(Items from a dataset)
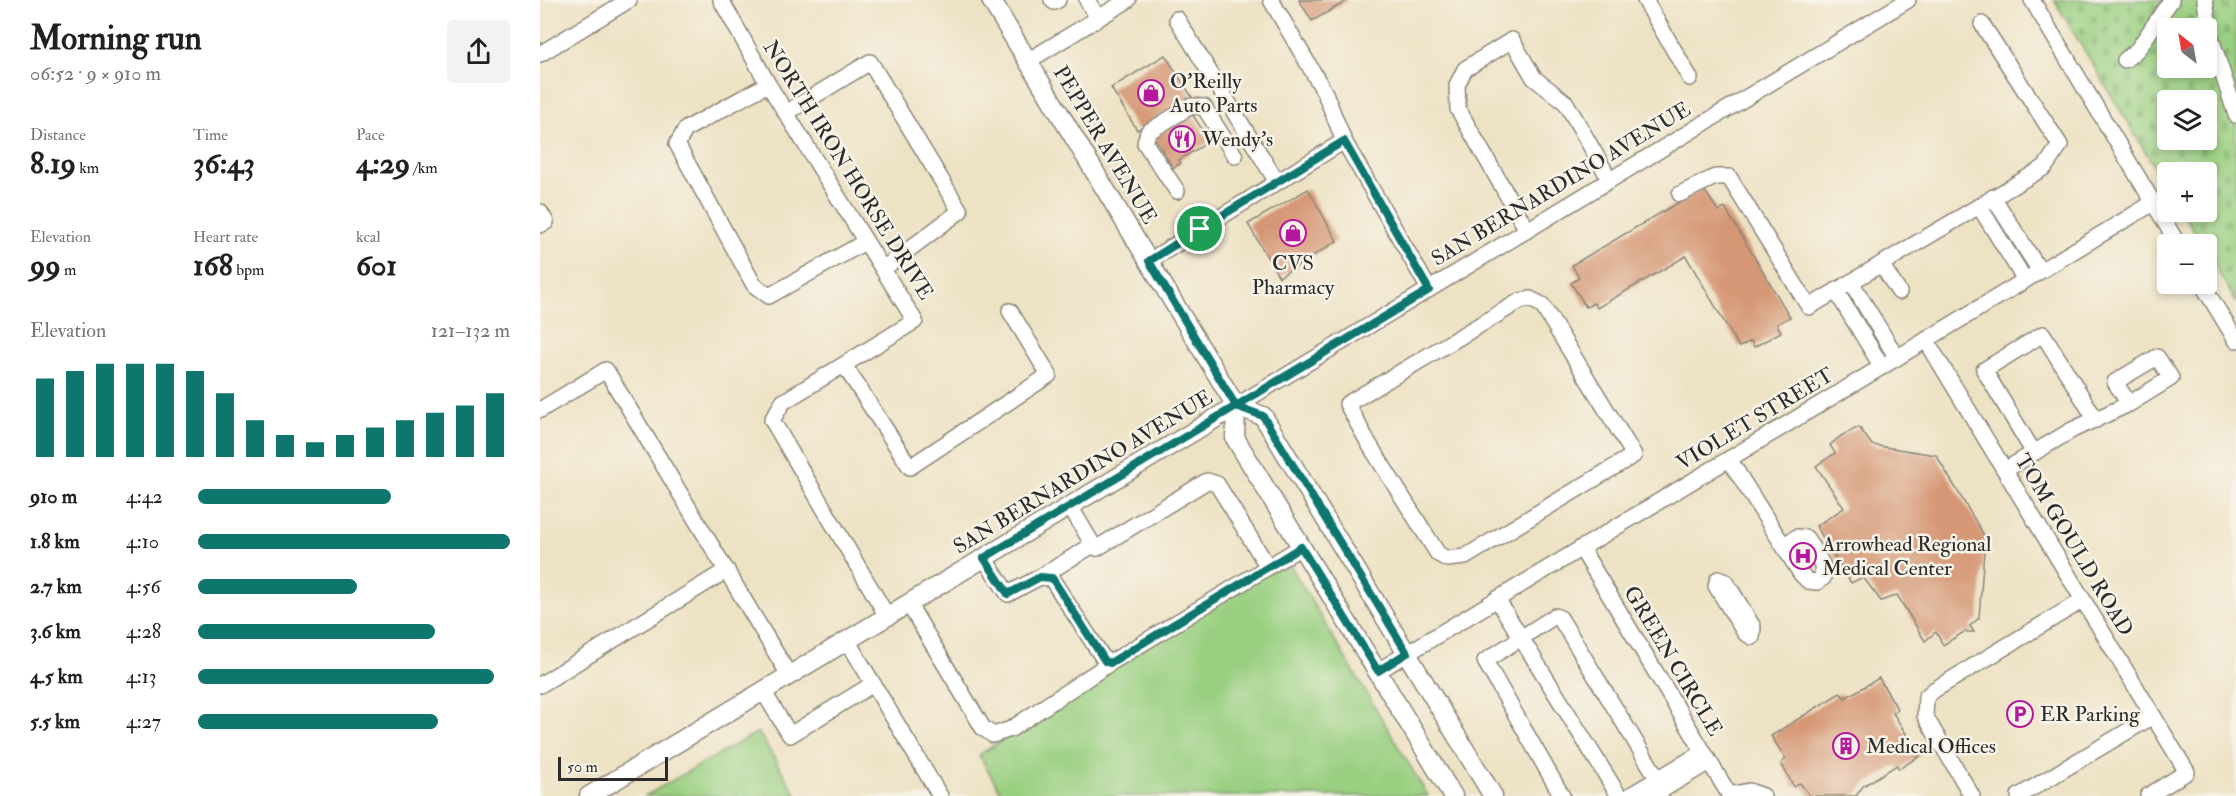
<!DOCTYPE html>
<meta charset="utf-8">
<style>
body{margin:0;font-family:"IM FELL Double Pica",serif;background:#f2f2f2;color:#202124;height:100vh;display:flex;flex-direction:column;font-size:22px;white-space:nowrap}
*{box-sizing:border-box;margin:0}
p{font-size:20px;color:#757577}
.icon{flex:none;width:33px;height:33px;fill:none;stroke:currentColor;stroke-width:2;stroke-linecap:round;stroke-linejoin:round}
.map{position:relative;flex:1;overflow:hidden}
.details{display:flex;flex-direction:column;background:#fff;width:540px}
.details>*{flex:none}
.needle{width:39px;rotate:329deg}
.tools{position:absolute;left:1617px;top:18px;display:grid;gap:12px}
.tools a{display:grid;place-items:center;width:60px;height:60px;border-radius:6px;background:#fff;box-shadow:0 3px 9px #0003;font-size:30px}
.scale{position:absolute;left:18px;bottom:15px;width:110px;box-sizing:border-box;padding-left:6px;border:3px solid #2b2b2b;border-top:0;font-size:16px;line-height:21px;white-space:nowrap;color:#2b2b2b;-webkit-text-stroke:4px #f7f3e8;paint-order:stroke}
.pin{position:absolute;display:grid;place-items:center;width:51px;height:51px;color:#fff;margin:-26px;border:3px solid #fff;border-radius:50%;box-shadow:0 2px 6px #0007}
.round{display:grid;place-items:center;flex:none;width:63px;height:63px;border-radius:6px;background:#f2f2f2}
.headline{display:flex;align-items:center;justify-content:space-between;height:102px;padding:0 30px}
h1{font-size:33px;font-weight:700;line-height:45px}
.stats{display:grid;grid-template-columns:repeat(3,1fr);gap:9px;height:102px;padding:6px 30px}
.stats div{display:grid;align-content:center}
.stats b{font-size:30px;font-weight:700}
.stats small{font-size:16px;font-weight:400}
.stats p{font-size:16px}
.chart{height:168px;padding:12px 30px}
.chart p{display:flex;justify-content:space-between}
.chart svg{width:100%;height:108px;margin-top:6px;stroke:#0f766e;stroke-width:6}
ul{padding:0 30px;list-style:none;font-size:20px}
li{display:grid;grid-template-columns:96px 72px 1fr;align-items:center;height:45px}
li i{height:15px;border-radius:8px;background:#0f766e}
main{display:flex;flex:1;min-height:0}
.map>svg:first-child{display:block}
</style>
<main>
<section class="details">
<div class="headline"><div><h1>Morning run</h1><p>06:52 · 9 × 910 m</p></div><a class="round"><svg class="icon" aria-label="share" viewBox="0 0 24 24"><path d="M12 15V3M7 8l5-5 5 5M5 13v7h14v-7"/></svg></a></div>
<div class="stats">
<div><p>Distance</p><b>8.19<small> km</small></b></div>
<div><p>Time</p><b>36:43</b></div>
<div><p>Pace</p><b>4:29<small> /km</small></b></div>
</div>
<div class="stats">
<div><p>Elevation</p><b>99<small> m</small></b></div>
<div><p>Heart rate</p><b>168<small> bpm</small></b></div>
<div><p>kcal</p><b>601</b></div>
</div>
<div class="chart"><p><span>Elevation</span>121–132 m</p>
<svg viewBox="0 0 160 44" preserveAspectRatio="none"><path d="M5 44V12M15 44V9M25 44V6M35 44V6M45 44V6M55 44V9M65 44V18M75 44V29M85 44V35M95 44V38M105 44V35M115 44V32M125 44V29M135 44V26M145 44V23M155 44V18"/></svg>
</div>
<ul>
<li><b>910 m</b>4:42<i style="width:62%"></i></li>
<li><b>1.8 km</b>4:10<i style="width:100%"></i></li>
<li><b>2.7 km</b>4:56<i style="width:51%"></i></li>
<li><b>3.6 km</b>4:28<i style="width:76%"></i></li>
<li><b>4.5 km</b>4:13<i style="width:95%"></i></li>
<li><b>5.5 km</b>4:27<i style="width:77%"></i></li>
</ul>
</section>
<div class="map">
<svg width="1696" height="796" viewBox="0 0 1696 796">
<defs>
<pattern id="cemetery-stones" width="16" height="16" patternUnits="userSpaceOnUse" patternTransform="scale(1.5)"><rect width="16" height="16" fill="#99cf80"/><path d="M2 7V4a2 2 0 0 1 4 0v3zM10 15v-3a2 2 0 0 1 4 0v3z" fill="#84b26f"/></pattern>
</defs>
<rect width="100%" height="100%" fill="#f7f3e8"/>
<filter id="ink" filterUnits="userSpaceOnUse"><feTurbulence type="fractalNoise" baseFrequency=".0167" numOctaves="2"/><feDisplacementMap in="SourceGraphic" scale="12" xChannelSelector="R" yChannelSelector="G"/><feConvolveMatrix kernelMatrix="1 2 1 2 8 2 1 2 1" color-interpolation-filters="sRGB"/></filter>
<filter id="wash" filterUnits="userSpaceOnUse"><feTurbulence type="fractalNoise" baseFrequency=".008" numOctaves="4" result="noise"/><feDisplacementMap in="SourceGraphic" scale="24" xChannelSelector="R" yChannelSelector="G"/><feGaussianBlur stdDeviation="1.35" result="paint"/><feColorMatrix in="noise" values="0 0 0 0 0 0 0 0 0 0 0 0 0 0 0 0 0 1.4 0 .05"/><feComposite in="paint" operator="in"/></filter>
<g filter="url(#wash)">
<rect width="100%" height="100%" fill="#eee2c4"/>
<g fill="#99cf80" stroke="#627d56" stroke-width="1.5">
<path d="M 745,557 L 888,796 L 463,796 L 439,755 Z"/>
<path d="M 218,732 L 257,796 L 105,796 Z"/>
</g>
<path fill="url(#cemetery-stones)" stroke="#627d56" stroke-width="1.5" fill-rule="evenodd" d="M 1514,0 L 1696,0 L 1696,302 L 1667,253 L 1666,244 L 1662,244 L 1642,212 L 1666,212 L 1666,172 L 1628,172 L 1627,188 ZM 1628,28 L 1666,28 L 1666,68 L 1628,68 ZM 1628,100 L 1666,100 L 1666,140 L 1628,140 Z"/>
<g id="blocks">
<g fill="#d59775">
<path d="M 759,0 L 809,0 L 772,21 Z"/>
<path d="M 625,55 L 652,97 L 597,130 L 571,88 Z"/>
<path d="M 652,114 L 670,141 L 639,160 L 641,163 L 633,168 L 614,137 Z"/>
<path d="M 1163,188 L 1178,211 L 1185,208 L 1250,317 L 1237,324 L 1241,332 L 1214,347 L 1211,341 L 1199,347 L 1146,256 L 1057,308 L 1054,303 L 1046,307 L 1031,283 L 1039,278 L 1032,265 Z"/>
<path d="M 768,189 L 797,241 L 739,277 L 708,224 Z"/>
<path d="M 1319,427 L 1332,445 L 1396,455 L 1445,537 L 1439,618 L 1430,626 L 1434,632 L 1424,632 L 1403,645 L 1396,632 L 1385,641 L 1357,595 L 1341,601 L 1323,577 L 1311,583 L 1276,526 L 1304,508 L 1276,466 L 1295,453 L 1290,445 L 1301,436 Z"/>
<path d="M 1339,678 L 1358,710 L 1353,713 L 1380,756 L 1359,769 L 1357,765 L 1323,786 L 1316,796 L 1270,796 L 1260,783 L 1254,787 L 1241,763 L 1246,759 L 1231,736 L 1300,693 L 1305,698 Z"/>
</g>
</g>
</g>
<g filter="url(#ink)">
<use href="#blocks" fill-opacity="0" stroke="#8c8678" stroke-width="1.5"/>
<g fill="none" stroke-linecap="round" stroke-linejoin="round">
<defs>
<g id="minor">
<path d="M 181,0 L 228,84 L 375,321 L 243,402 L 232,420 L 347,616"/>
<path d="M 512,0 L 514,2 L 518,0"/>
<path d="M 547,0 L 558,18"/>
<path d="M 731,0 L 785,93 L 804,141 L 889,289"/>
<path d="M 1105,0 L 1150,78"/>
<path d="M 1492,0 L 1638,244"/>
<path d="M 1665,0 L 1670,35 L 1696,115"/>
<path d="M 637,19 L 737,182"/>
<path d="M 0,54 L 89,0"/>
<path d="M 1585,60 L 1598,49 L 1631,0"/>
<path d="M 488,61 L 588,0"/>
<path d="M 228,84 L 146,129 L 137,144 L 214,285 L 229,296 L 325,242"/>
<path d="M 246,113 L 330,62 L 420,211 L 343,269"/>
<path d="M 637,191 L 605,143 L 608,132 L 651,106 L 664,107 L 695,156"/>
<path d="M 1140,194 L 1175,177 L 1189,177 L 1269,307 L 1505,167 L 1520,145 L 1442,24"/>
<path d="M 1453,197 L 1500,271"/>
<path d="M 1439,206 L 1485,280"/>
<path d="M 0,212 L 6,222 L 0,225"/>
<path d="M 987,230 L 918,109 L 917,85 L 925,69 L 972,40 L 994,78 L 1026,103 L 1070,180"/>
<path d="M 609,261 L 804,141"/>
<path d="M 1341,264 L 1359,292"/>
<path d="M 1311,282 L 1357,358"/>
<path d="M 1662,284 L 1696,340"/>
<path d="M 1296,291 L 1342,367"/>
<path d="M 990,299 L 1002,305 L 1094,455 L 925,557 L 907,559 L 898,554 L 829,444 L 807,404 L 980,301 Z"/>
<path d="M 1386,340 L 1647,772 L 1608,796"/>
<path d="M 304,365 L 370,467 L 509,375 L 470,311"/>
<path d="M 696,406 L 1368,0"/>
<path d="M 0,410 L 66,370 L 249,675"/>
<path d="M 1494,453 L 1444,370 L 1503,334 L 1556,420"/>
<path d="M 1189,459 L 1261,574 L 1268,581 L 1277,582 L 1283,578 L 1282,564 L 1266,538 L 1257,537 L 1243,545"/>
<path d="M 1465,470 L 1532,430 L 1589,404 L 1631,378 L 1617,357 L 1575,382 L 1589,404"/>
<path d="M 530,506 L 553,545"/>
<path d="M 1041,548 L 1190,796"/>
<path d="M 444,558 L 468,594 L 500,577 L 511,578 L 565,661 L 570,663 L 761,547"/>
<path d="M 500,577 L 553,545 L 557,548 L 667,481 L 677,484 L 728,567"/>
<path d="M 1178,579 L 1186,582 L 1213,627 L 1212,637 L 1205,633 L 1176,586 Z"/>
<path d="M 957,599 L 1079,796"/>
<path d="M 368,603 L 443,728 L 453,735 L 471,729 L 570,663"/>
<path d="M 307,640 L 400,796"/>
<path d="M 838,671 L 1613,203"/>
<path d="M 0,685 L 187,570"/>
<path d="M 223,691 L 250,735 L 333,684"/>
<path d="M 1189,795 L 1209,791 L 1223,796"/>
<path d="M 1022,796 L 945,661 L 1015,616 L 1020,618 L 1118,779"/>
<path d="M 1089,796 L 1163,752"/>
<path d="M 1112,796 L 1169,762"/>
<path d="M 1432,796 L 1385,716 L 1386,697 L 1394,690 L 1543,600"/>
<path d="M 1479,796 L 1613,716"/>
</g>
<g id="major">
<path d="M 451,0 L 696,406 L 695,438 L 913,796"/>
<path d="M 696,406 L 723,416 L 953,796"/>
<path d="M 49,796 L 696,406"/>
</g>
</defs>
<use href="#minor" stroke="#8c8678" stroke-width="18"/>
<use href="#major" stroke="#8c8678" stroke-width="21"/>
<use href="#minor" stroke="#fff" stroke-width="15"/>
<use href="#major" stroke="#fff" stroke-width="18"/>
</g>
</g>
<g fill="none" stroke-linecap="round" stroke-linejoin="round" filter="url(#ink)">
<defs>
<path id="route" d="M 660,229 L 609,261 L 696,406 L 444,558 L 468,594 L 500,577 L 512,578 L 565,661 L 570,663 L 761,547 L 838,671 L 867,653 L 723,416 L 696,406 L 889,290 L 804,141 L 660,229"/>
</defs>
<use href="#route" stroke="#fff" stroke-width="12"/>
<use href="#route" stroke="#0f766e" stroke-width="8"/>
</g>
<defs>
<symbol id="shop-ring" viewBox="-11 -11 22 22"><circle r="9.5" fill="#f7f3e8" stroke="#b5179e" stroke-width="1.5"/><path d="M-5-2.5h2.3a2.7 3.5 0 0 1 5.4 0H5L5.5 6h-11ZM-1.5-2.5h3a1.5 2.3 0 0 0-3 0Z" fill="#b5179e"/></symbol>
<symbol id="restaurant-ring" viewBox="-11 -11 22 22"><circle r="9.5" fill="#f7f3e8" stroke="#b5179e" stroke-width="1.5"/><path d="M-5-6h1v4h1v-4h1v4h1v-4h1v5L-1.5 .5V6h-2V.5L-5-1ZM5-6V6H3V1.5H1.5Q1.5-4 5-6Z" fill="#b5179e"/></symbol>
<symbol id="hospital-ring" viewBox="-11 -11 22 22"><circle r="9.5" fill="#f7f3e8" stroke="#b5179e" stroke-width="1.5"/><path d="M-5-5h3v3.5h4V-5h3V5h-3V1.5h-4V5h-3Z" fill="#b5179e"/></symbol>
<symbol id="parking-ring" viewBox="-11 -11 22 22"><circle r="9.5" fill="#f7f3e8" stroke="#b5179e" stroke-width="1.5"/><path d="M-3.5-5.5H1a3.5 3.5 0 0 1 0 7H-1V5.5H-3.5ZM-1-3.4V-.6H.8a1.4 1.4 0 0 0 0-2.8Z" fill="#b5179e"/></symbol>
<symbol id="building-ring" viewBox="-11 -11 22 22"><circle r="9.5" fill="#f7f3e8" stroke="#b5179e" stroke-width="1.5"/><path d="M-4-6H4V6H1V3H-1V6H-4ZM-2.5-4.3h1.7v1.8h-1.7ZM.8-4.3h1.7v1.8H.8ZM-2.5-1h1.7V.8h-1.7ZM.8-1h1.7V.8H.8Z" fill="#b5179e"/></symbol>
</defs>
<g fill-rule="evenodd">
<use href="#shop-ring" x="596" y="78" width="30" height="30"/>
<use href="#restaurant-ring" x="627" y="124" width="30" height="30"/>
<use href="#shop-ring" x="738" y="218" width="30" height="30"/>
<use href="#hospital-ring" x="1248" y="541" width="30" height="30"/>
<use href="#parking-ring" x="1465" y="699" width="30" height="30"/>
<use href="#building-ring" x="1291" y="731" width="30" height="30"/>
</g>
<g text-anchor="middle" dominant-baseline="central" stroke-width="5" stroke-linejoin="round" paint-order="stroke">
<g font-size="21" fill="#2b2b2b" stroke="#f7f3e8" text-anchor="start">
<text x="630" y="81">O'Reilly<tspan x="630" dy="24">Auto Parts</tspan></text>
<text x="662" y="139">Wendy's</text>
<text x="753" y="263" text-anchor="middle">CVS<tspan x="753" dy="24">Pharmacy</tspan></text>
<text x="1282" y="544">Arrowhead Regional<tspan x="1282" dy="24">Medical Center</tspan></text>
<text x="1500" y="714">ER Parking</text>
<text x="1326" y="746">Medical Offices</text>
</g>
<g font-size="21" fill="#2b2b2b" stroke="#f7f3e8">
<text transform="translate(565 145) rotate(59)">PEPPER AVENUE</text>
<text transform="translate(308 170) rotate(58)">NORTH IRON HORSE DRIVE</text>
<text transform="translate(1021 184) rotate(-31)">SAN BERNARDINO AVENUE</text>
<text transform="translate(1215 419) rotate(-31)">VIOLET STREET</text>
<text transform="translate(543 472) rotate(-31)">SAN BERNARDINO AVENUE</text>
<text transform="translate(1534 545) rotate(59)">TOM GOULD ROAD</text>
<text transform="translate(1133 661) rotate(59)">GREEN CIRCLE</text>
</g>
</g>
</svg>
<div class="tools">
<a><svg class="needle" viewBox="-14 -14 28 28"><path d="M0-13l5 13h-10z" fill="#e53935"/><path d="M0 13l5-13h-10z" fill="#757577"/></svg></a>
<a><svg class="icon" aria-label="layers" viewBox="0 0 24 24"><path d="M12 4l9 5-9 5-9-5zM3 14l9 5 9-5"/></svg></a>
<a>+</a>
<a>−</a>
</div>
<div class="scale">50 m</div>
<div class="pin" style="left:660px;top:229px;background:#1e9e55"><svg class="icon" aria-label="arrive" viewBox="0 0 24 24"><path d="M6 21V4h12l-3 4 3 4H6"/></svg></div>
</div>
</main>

> WORK REQUEST
Each line above that includes the word "fractalNoise" is to be copied.

> RESPONSE AREA
<filter id="ink" filterUnits="userSpaceOnUse"><feTurbulence type="fractalNoise" baseFrequency=".0167" numOctaves="2"/><feDisplacementMap in="SourceGraphic" scale="12" xChannelSelector="R" yChannelSelector="G"/><feConvolveMatrix kernelMatrix="1 2 1 2 8 2 1 2 1" color-interpolation-filters="sRGB"/></filter>
<filter id="wash" filterUnits="userSpaceOnUse"><feTurbulence type="fractalNoise" baseFrequency=".008" numOctaves="4" result="noise"/><feDisplacementMap in="SourceGraphic" scale="24" xChannelSelector="R" yChannelSelector="G"/><feGaussianBlur stdDeviation="1.35" result="paint"/><feColorMatrix in="noise" values="0 0 0 0 0 0 0 0 0 0 0 0 0 0 0 0 0 1.4 0 .05"/><feComposite in="paint" operator="in"/></filter>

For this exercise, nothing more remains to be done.